At odd hours of the day, just when the backyard was saturated by an ethereal vintage element of the sunset, the mind captured this seemingly insignificant scene for future memory, as in those films that portray trivial angles which evoke most reminiscent of thoughts, probing deep into human psyche.
At this insignificant hour, when time has become a standstill, a question flashes by, and it was the kind of question which for a moment sends one to lose every detail about oneself, such as the path one has been treading, the occasional self entitled identity one has been wearing, and even all the worries one has been carrying.
And so this question settles, immovable and stubbornly fixed.
If I could choose to be born again with the life I have lived until now, would I?
If the importance and worth of life were considered, it would seem to one that the obvious choice would be Yes.
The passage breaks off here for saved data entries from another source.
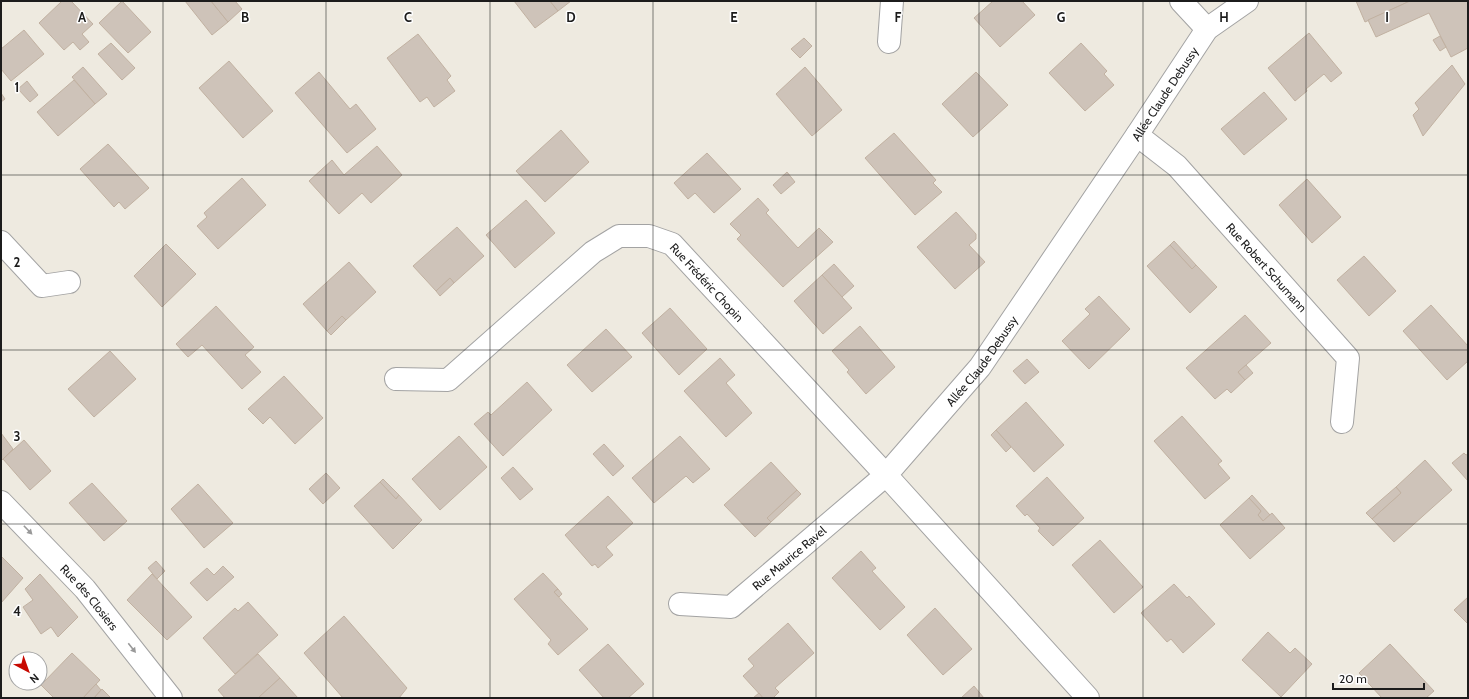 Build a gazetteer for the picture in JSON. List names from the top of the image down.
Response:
{
  "streets": {
    "street": [
      "Allée Claude Debussy",
      "Rue Robert Schumann",
      "Rue Frédéric Chopin",
      "Rue Maurice Ravel",
      "Rue des Closiers"
    ]
  },
  "crossings": [
    ["Allée Claude Debussy", "Rue Robert Schumann"],
    ["Allée Claude Debussy", "Rue Frédéric Chopin"],
    ["Allée Claude Debussy", "Rue Maurice Ravel"],
    ["Rue Frédéric Chopin", "Rue Maurice Ravel"]
  ],
  "one_way": ["Rue des Closiers"],
  "scale_bar": "20 m",
  "north": "bottom right",
  "grid": {
    "columns": [
      "A",
      "B",
      "C",
      "D",
      "E",
      "F",
      "G",
      "H",
      "I"
    ],
    "rows": [
      "1",
      "2",
      "3",
      "4"
    ]
  }
} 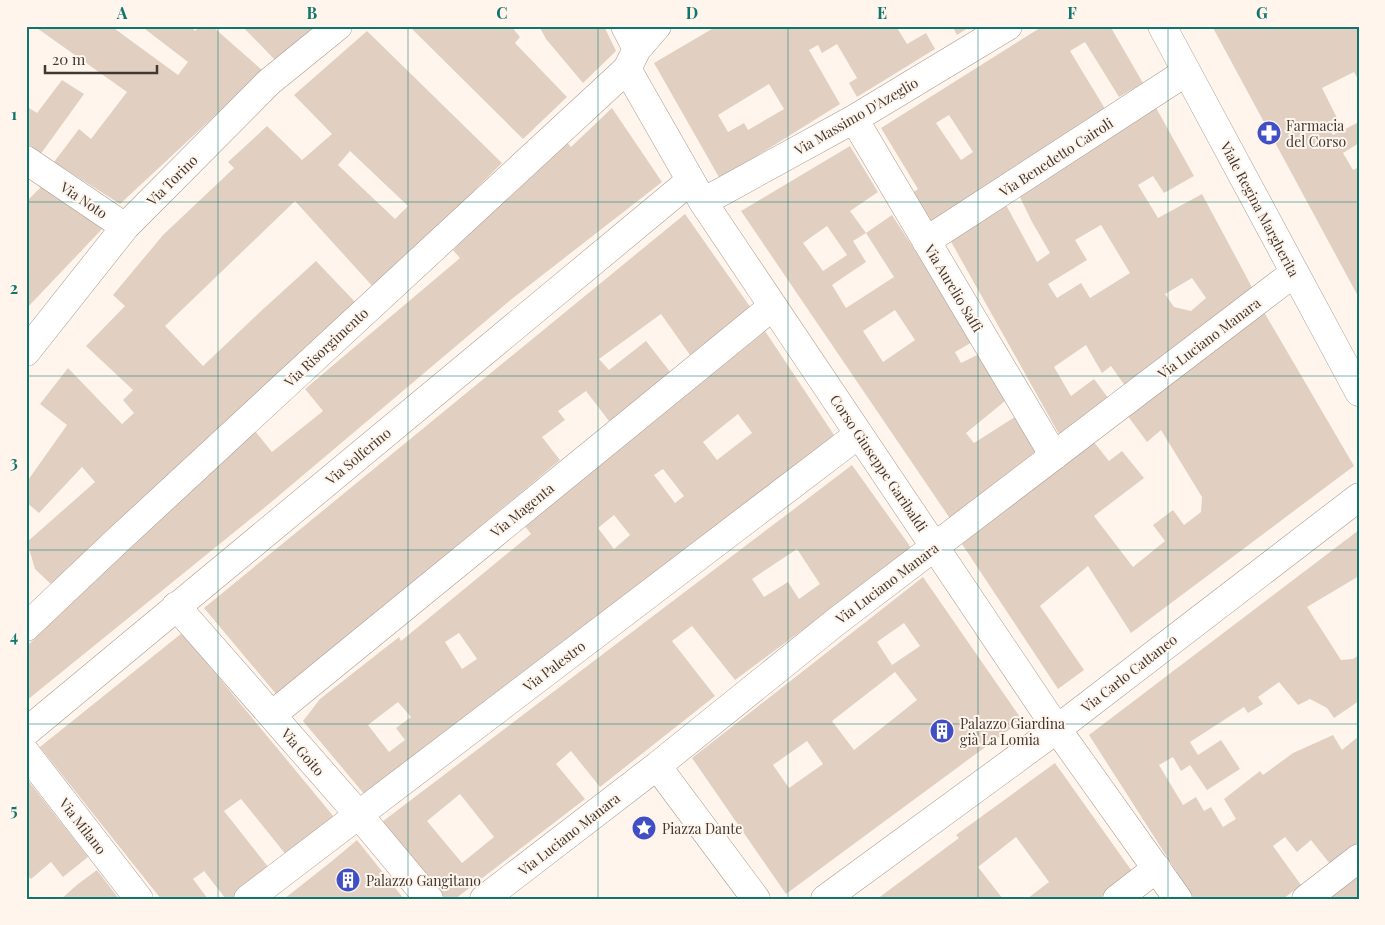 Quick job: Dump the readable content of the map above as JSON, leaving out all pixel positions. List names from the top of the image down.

After all, it is a great fortune and privilege to be breathed life into body, to have the power to dream and experience. Compared to the myriad of people wishing to live longer with death by their bedside, it would almost seem offensive to some not to wish to be born again.
Equipped with a simplistic view, one can simply weigh the joy, happiness, or pleasurable aspects of their lives with the suffering, pain, loss, and grief moments, and make it simply a matter of which outweighs.
However, it still remains a conundrum to choose not to be the victor of the race upon conception among millions of possibilities, given that one has experienced much more joyful moments than sad ones, compelling to formulate another question, then why still not choose? Would the most successful known lives, glorified as legends bestowed on earth, choose to be live the same life, given the chance?
Although no one might ever know, it would seem too hasty of a decision to assume the former, simply for the appearance that their lives were much more fruitful, inspiring, or worthy of emulating.
If narrowed to a single perspective first, a widespread, brashly common quote rings in my mind:
What you wont know wont hurt you.
If one has never known life, perhaps that would be the greatest gift, or the most tragic curse, that could ever be imprinted on the history of souls, in potentiality or in actuality.